**Data under study**
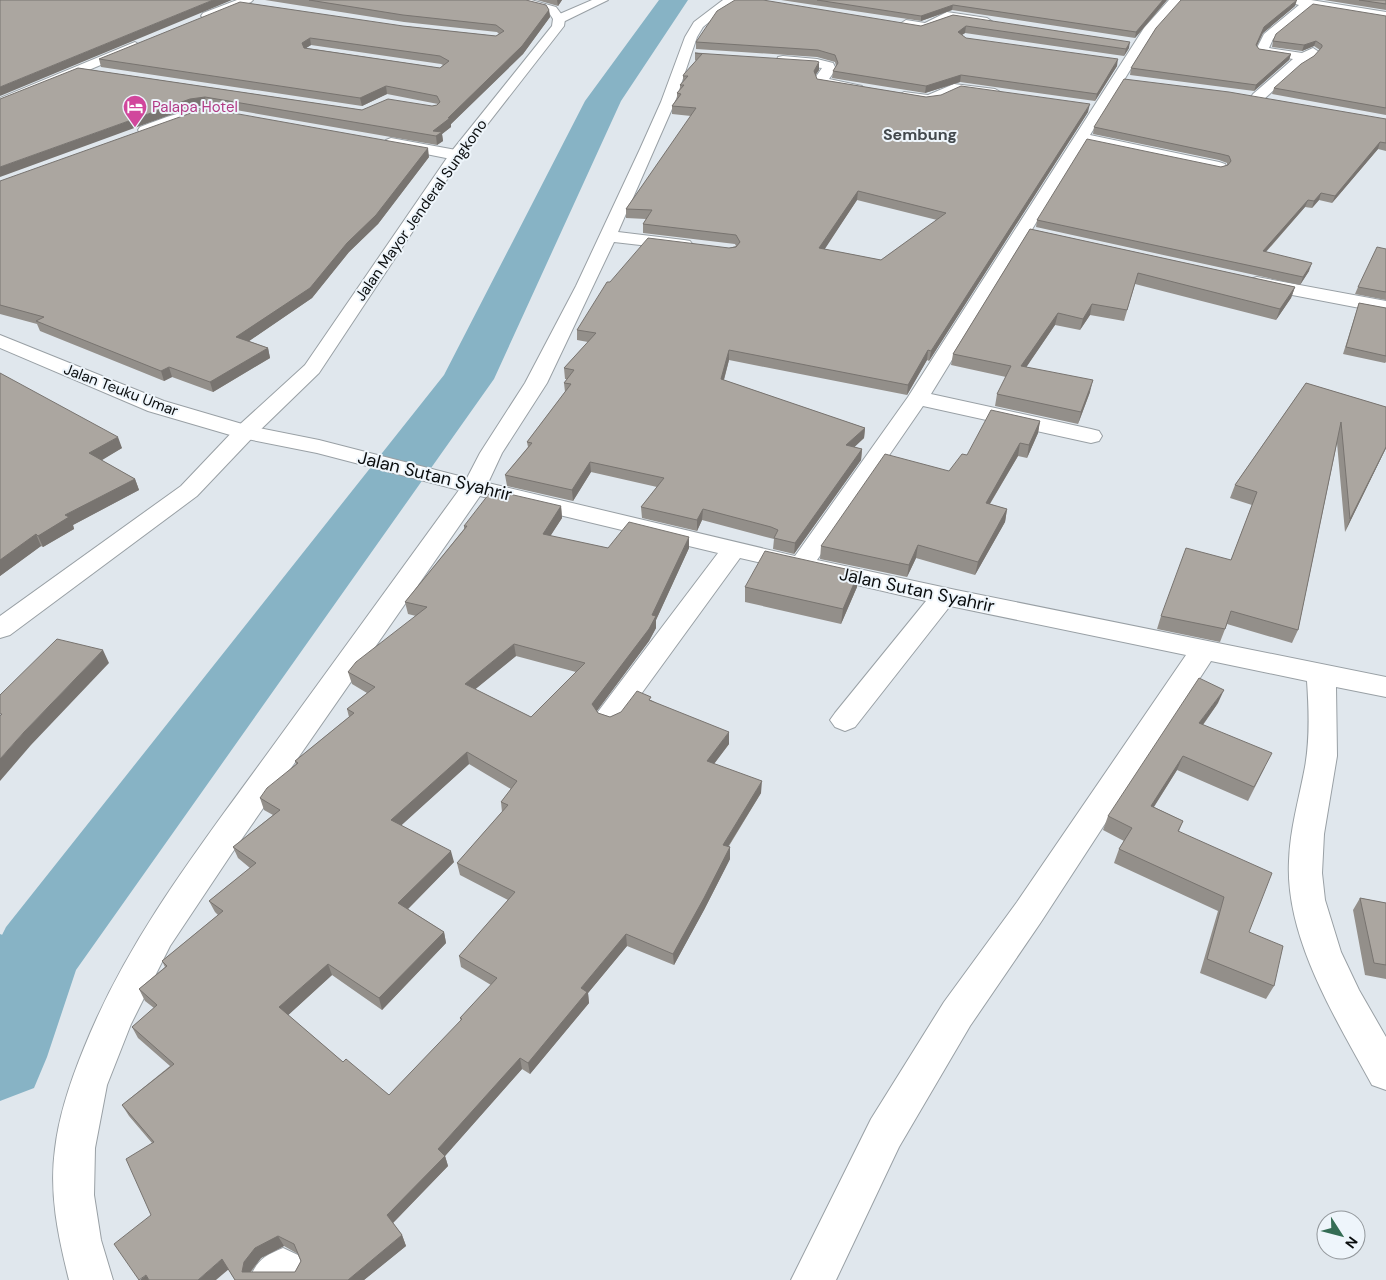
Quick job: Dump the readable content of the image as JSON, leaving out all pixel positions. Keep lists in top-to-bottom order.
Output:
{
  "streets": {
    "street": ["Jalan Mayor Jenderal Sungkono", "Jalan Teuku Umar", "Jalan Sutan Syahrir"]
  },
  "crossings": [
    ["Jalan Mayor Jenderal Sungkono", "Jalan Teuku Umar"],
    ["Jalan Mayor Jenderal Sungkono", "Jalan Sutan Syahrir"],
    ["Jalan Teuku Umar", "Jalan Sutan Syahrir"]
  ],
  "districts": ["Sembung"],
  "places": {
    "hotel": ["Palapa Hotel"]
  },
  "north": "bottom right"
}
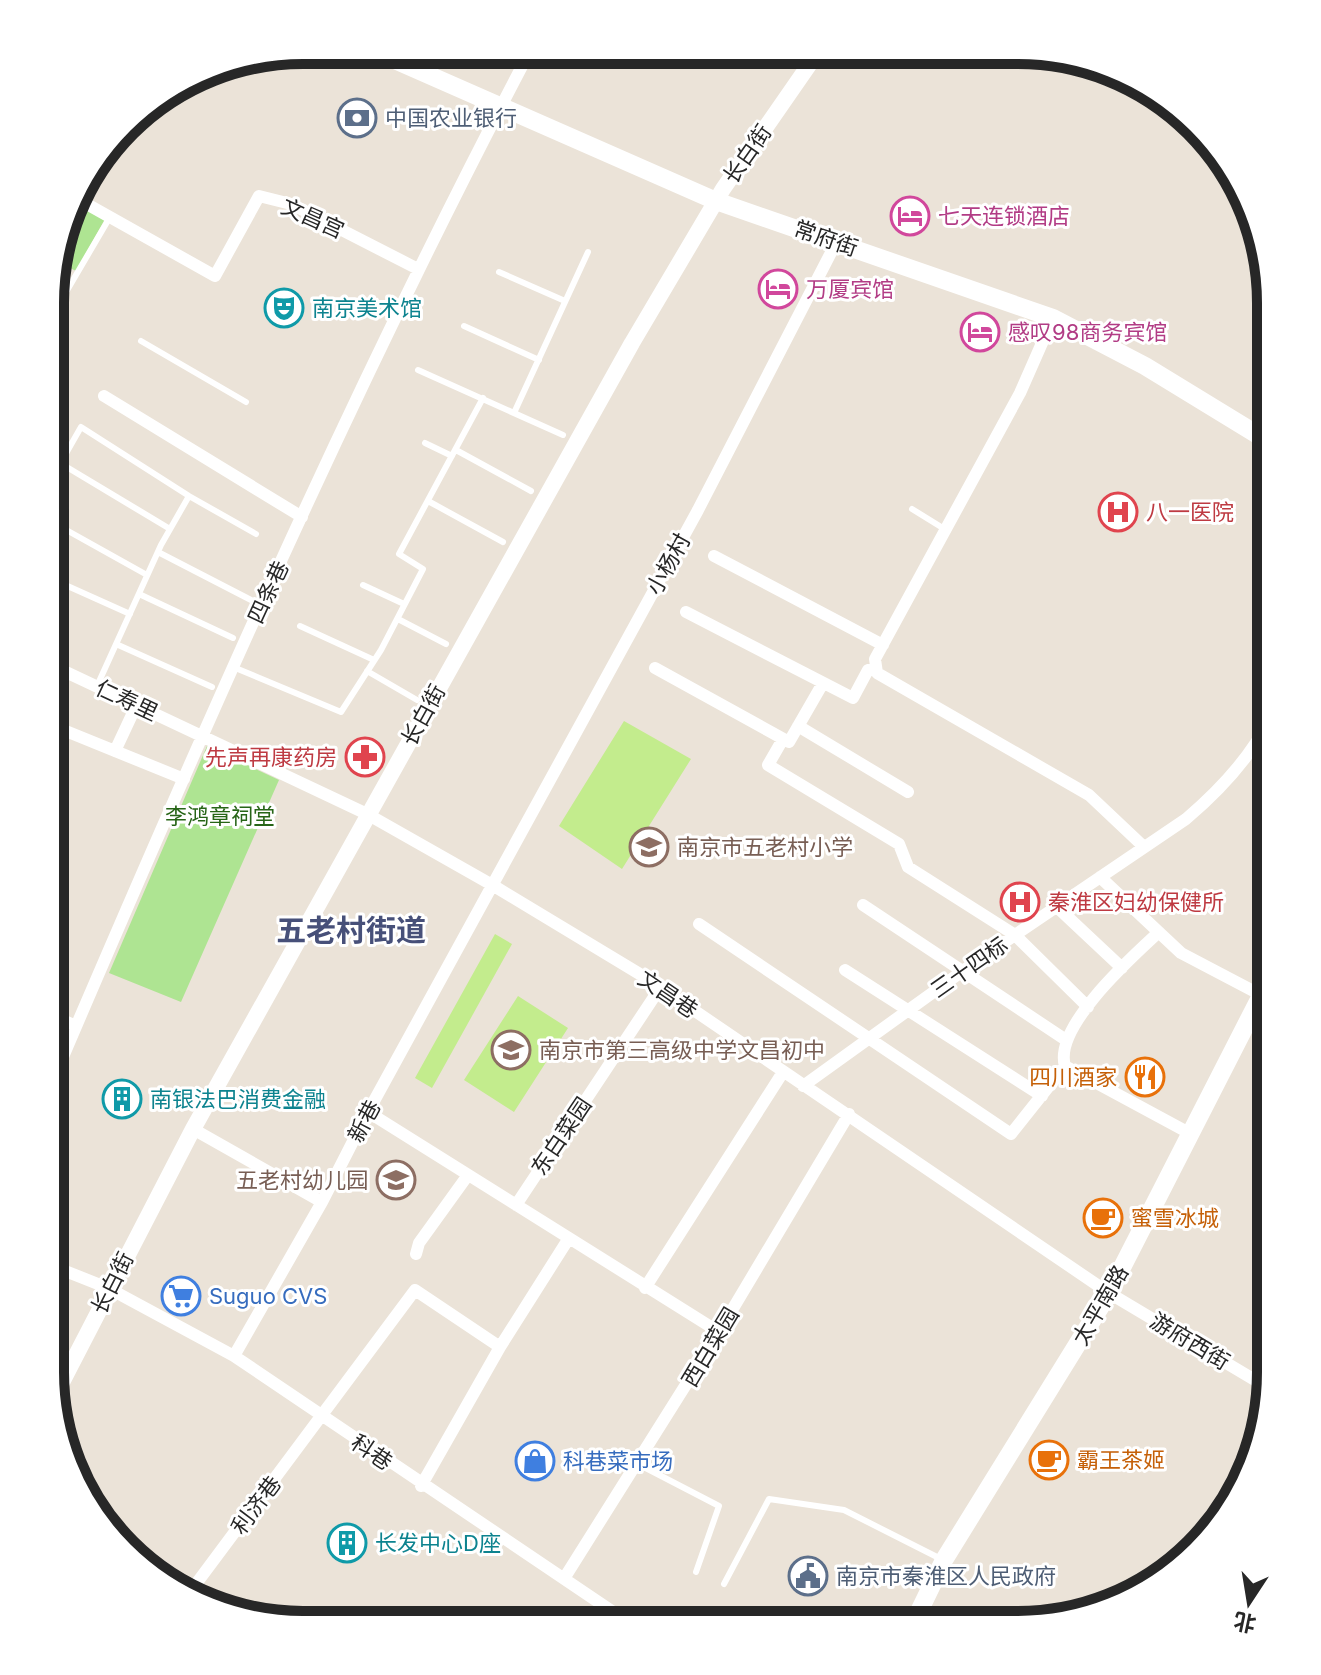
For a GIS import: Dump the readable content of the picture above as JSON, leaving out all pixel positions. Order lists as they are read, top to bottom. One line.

--

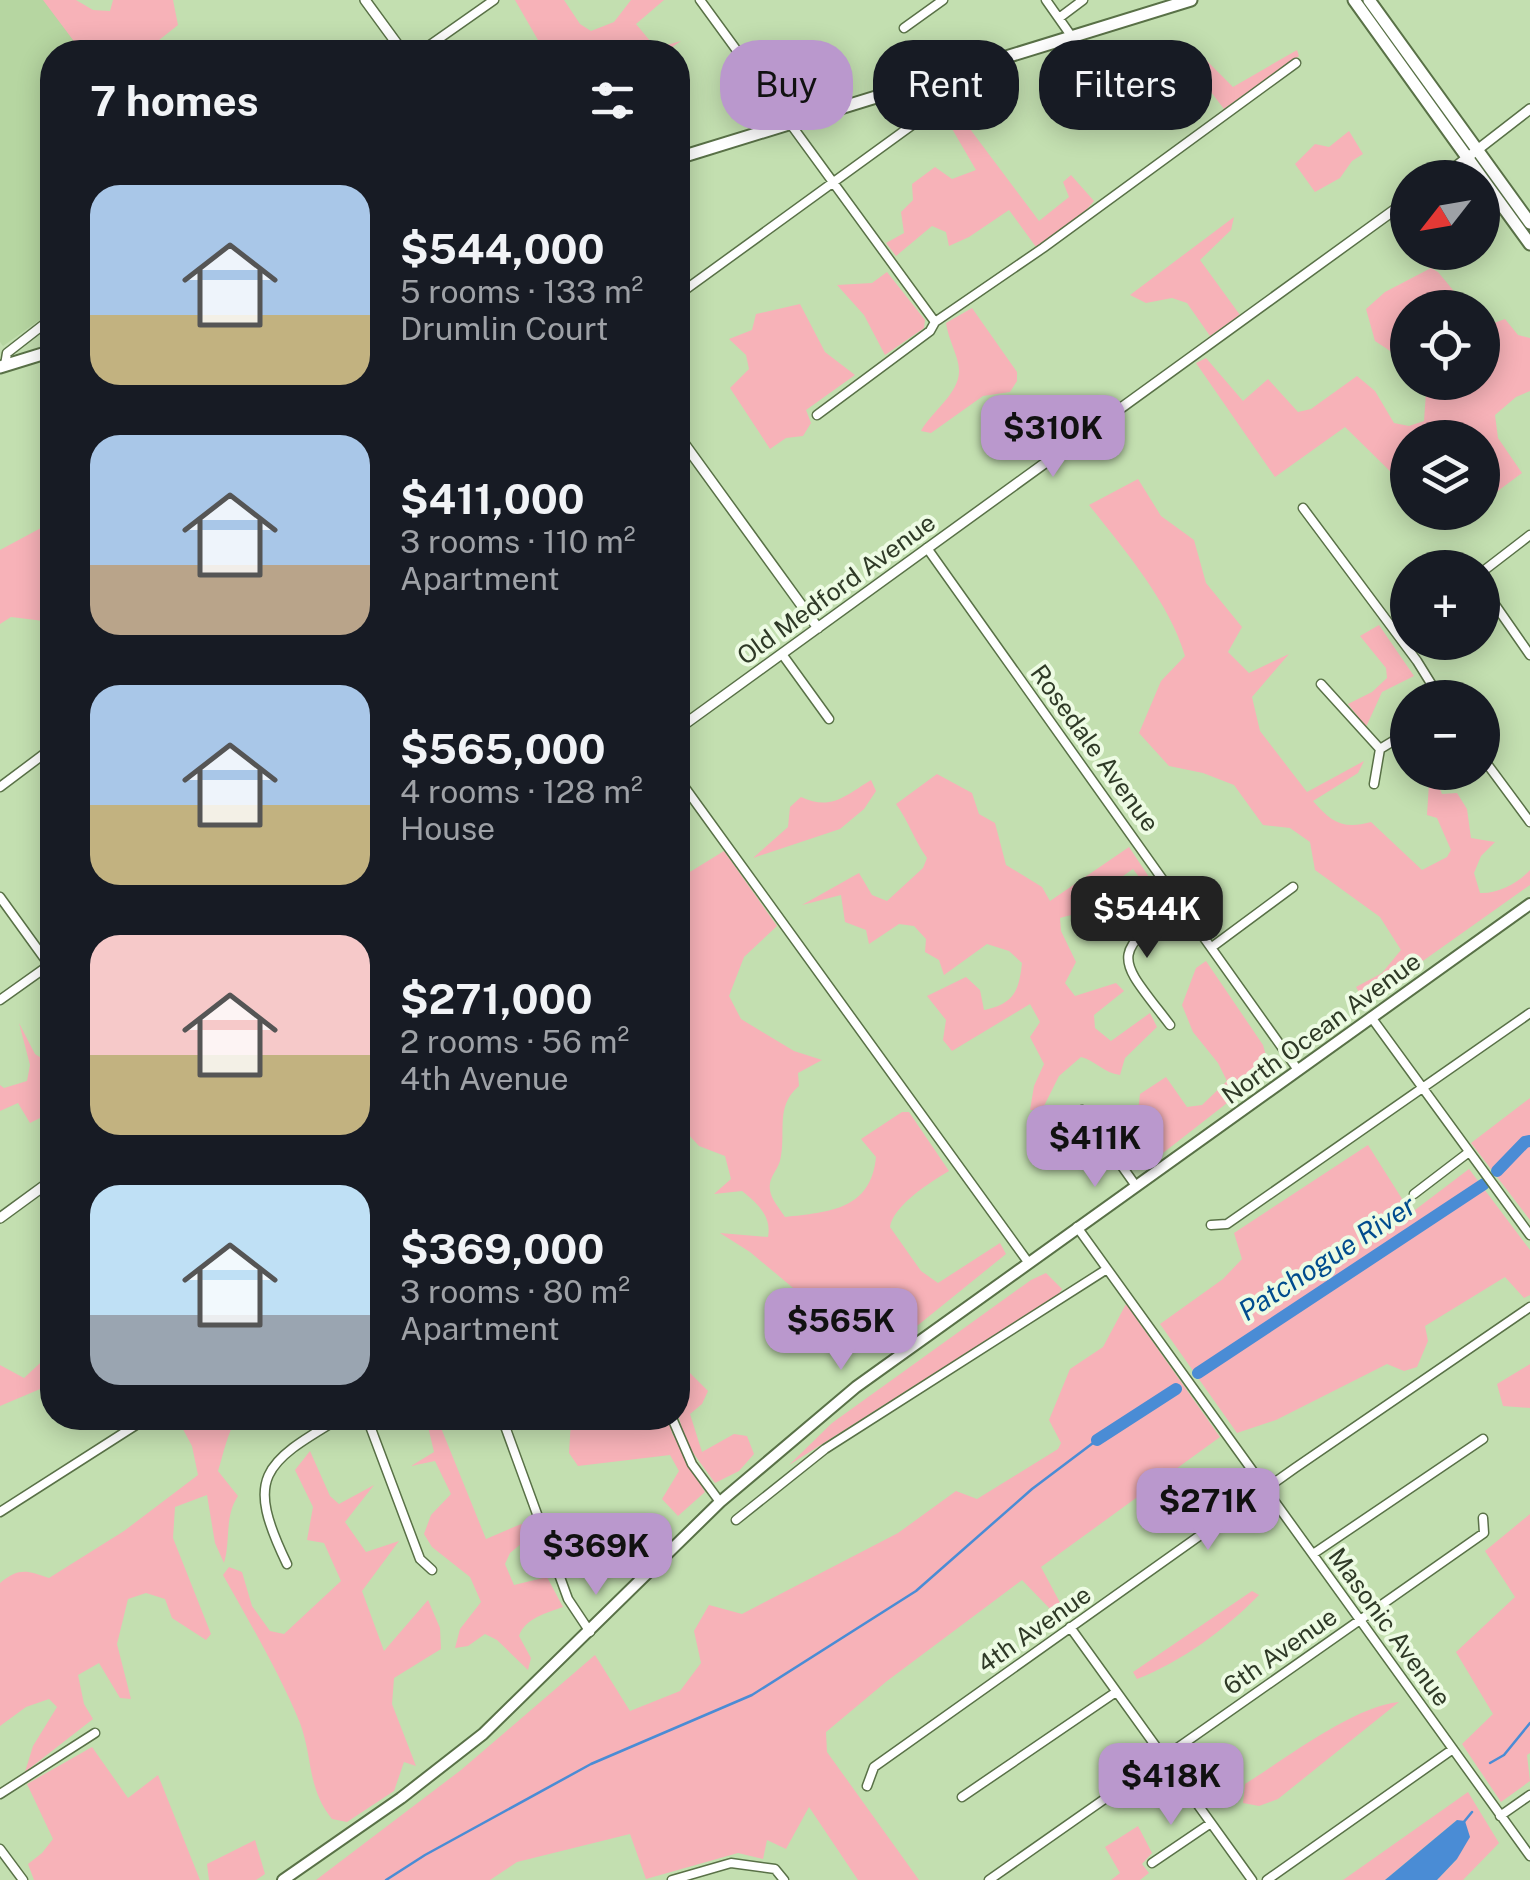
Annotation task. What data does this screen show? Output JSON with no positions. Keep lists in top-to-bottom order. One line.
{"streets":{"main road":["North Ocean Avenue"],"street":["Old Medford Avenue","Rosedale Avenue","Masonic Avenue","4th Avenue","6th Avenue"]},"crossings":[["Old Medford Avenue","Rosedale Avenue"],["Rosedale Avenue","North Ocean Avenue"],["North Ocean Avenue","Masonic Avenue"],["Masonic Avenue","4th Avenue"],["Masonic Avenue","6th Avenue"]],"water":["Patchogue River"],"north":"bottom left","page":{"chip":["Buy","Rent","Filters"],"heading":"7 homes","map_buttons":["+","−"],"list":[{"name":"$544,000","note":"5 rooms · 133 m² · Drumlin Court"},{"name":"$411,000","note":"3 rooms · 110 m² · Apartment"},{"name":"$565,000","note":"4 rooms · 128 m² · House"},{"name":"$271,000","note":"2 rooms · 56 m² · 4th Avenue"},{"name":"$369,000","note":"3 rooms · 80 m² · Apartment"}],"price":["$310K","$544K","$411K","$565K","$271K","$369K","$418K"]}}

**To do**
Each line above with the word "pixel" must be returned.

**Output for this task**
Quick job: Dump the readable content of the image as JSON, leaving out all pixel positions. Keep lists in top-to-bottom order.
For a GIS import: Dump the readable content of the picture above as JSON, leaving out all pixel positions. Order lists as they are read, top to bottom. One line.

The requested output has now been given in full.